What you probably notice straight away is that Hopkinson has made these lines into something that is definitely shaping up to be her own poem.

These 5 lines were taken from pages 25, 9, 58, 40, and 61 of Hamblin’s book The Eyes of a Flounder, so they were not remotely connected in the original book—but Hopkinson has cleverly woven them together so that they not only make sense, but make a fascinating new poem.

This is the art of the cento: taking lines that were never intended to be together, and melding them into a new piece of poetry that has its own intrinsic merit and interest.

And you don’t have to stick to lines from just one poet.

You can also use lines from several poets, as Jon Ashbery does in this cento:

    Within a windowed niche of that high hall

    I wake and feel the fell of dark, not day.

    I shall rush out as I am, and walk the street.

    The lights begin to twinkle from the rocks

    From camp to camp, through the foul womb of night.

These lines are taken from Byron, Gerard Manley Hopkins, T.S Eliot, Tennyson, and Shakespeare.

So the creative joy of the cento is taking lines that no one before you has imagined together, and turning them into your own new meaning.

In fact, according to some folks, you don’t even need to borrow from poems.

Some widen the definition of the cento to make it a poem made from a patchwork of language from any other sources, poetic or not.

For example, here’s the opening of a cento of mine, made from speeches given by Rudi Guliani and and Joe Biden on Nov 7, 2020 (Guliani is on the left, Biden on the right—ironically!)

     If you have nothing to hide

     take off your mask.

                                    With all my heart.

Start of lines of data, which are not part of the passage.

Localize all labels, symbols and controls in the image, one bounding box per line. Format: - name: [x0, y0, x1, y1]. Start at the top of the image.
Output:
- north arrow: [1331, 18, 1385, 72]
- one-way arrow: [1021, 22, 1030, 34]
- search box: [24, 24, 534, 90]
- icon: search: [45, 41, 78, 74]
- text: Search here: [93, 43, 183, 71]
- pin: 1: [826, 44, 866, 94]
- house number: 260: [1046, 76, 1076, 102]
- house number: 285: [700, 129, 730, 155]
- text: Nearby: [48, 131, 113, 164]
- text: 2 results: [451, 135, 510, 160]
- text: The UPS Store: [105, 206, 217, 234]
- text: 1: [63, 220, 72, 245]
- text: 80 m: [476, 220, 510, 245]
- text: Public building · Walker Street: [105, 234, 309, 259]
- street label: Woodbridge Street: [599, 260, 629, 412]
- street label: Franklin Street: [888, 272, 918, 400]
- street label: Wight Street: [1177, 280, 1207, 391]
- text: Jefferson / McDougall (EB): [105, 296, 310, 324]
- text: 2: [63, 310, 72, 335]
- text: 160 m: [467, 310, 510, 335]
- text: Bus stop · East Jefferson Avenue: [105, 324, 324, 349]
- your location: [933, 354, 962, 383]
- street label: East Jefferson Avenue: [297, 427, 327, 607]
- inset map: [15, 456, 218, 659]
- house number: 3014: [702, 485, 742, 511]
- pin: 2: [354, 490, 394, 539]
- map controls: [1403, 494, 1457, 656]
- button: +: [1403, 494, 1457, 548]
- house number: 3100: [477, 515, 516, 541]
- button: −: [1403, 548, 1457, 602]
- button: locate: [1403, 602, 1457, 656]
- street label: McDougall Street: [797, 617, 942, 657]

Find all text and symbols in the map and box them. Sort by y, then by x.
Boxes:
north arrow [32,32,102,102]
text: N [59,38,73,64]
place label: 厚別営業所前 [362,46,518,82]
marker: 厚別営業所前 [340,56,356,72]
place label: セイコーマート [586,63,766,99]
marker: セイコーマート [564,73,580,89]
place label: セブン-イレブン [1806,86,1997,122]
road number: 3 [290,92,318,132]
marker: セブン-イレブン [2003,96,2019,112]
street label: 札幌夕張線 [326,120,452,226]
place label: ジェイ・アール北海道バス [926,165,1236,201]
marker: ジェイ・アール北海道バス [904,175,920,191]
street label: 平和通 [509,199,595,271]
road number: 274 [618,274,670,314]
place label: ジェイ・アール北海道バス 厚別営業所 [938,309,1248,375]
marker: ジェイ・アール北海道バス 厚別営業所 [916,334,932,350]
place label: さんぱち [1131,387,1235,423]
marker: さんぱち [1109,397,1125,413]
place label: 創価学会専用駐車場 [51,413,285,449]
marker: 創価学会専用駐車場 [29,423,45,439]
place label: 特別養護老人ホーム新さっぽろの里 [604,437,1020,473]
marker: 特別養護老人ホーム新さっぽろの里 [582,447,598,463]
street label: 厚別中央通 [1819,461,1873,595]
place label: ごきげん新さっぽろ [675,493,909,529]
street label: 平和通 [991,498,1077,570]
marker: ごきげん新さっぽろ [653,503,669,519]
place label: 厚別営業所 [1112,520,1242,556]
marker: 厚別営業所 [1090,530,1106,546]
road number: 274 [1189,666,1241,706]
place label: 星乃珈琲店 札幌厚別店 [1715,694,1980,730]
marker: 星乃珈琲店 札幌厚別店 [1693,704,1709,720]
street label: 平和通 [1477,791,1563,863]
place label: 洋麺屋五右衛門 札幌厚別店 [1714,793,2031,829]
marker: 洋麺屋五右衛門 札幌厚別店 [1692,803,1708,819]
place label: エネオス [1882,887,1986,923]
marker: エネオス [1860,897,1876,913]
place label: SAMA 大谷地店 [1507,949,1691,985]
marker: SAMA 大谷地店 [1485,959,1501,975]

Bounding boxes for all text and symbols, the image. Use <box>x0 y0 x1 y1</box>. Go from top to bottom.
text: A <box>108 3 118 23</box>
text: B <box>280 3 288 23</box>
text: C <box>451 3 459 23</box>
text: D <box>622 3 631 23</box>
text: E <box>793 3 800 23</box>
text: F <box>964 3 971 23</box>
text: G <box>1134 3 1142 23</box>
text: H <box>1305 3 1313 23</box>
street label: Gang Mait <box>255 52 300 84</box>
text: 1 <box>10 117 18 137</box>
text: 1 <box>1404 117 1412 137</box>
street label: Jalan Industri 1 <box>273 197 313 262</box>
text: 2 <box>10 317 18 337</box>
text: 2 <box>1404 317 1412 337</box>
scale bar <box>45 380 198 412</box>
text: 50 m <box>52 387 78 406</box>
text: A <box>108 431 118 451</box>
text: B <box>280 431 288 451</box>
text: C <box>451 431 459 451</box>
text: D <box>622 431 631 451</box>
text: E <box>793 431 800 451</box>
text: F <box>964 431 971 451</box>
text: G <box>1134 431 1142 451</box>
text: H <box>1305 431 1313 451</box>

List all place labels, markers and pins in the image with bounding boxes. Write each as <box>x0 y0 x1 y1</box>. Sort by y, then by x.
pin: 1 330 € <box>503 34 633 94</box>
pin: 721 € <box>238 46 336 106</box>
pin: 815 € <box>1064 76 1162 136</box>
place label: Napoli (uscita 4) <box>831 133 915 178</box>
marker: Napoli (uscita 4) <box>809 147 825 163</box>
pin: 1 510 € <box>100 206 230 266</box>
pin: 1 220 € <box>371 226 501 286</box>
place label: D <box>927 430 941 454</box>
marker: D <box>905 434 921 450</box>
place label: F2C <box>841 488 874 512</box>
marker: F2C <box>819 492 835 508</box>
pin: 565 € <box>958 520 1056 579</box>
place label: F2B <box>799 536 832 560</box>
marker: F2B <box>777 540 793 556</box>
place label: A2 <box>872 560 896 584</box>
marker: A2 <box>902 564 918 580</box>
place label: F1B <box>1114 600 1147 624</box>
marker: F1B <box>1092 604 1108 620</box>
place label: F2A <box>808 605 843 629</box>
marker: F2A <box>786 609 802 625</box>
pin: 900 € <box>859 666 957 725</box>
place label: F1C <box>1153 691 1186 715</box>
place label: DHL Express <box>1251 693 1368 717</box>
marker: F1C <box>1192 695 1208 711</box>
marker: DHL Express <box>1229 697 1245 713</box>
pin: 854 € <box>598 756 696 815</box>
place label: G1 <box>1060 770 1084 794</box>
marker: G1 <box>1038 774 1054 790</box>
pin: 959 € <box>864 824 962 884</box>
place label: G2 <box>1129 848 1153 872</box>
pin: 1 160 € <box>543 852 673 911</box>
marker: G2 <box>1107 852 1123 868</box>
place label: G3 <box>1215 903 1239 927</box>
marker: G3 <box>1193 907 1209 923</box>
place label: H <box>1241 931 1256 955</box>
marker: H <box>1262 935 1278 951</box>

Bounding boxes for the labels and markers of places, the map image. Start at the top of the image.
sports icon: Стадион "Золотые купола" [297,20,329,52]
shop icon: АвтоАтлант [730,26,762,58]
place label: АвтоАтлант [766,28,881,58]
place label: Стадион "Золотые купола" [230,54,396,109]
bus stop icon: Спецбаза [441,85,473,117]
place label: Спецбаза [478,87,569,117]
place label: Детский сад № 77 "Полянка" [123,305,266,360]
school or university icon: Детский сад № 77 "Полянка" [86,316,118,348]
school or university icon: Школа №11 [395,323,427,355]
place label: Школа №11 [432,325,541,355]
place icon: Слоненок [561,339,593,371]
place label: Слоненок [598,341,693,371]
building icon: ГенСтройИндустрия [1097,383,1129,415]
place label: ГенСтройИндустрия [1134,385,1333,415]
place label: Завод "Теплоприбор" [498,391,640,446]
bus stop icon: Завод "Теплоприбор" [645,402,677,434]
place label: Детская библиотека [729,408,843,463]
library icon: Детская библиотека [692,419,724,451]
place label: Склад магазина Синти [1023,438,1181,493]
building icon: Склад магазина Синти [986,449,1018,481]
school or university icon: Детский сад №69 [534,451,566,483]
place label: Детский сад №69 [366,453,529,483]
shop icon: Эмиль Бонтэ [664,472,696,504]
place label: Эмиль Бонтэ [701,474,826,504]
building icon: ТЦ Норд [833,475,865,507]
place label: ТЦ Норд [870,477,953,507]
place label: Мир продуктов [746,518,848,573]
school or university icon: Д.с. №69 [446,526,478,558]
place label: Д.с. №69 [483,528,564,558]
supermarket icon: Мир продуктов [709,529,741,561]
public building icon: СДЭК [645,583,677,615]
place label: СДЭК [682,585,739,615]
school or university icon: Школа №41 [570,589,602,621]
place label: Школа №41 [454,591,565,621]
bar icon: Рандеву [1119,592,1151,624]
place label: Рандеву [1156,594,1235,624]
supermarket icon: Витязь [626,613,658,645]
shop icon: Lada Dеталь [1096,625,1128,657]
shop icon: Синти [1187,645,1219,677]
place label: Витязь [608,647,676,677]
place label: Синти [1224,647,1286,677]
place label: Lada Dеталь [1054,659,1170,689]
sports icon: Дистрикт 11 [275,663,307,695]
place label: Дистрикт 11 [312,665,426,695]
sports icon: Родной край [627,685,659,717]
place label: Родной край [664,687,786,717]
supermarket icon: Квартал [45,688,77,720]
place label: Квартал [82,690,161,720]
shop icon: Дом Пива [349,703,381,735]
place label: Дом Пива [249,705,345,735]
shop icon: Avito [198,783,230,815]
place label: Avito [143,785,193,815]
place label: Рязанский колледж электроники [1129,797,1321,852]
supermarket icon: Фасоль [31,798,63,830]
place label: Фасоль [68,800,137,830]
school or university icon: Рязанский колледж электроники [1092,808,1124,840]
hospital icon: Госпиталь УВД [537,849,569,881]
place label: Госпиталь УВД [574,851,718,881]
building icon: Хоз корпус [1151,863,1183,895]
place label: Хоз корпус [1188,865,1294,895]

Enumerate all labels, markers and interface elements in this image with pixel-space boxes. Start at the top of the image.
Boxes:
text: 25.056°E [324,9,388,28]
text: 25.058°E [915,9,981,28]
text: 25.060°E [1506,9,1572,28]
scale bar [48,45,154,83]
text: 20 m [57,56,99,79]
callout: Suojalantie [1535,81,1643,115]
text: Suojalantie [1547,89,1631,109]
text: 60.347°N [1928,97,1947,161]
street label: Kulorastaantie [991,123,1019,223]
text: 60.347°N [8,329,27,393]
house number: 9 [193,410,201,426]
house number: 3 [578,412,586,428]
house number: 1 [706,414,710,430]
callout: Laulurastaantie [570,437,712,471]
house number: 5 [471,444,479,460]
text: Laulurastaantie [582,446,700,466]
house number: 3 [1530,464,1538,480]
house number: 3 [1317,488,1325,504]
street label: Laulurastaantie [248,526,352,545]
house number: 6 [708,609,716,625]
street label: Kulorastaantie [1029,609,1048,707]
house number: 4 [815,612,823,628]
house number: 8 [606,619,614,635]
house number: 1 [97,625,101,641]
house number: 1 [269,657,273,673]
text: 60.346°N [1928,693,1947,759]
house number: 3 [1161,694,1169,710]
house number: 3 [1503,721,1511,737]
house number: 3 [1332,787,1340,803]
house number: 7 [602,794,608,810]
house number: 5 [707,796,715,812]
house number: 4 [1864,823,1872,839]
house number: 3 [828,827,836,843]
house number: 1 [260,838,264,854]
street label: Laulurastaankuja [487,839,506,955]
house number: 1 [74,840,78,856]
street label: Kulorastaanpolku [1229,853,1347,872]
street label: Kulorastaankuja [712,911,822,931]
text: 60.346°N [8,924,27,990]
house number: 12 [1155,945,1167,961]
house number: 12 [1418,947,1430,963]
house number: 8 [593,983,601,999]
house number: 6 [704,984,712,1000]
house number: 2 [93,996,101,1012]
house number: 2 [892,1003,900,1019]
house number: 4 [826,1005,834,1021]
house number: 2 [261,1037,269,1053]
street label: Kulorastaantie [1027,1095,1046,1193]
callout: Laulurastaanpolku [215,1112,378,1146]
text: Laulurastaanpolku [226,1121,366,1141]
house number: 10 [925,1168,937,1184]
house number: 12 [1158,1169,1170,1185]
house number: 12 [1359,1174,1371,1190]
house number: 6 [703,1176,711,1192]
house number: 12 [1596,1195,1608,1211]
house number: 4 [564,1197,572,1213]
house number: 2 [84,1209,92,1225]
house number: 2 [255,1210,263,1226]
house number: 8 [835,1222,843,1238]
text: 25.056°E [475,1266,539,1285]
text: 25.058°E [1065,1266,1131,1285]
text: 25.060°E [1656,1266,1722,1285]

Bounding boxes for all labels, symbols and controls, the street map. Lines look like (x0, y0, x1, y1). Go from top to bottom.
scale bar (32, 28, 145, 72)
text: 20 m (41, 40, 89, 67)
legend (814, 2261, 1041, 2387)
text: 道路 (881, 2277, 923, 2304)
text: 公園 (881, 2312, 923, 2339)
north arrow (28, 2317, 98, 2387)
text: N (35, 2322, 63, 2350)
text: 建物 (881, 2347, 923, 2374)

     (A decrepit machine.)

     How were you chosen?          

                                    Joy, hope, renewed faith!

     That is unheard of.

I hope you get the idea. Now you know what a cento is, let’s move on to a more fundamental question:

Why would you want to write a cento?

On the face of it, a cento may seem an odd thing to write. Instead of having a chance to say something that’s in your mind and heart, you have to confine yourself to words that come from other people.

Why would you do that?

Here are some possible reasons.

1. To pay homage to a poet or group of poets that you love

This is a common reason for writing a cento. Trish Hopkison made her cento from Laura Hamblin’s lines because Hamblin is both a friend of hers and a poet she admires, and she wanted to show her affection and admiration.

Similarly, Peter Gizzi made this cento, called “Ode: Salute to the New York School, 1950-1970,” to show his veneration for the New York School poets.

So if you have a poet or poets that you particularly love, you might want to show your feelings by making a cento!

2. To explore a topic where you don’t want to introduce your own voice

Sometimes we want to write personal poems, to give our own perspective on a subject—and then again, sometimes we really don’t.

  • You might, for example, want to write about a very sensitive topic, and you feel that you don’t have the personal connection with the topic to make an authentic contribution.

  • Or you might want to highlight someone else’s language, good or bad, rather than your own.

  • Or you might just feel that you don’t know what to say about a topic, even though you feel drawn to write about it.

A cento allows you to do all of these things, without having to make up a word of your own!

At the time of the US presidential election in 2020, I made a whole series of centos from the words of others—speeches, interviews, articles. I wanted to record and comment on that momentous time, but I didn’t know what I wanted to say about it! Centos helped me solve that problem.

3. To create a poem when you don’t feel inspired or confident

Another awesome benefit of the cento is that it allows you to keep creating poems even when you don’t have any ideas, or—worse!—when your confidence in your own words is low.

There was a time in the first year of my MFA when I had realized that I wasn’t happy with my old way of writing poems, but I also hadn’t found a new way to attempt it yet. Feeling blocked, but still wanting to write, I turned to centos. Over a few weeks, I produced several of them, and they helped free me up.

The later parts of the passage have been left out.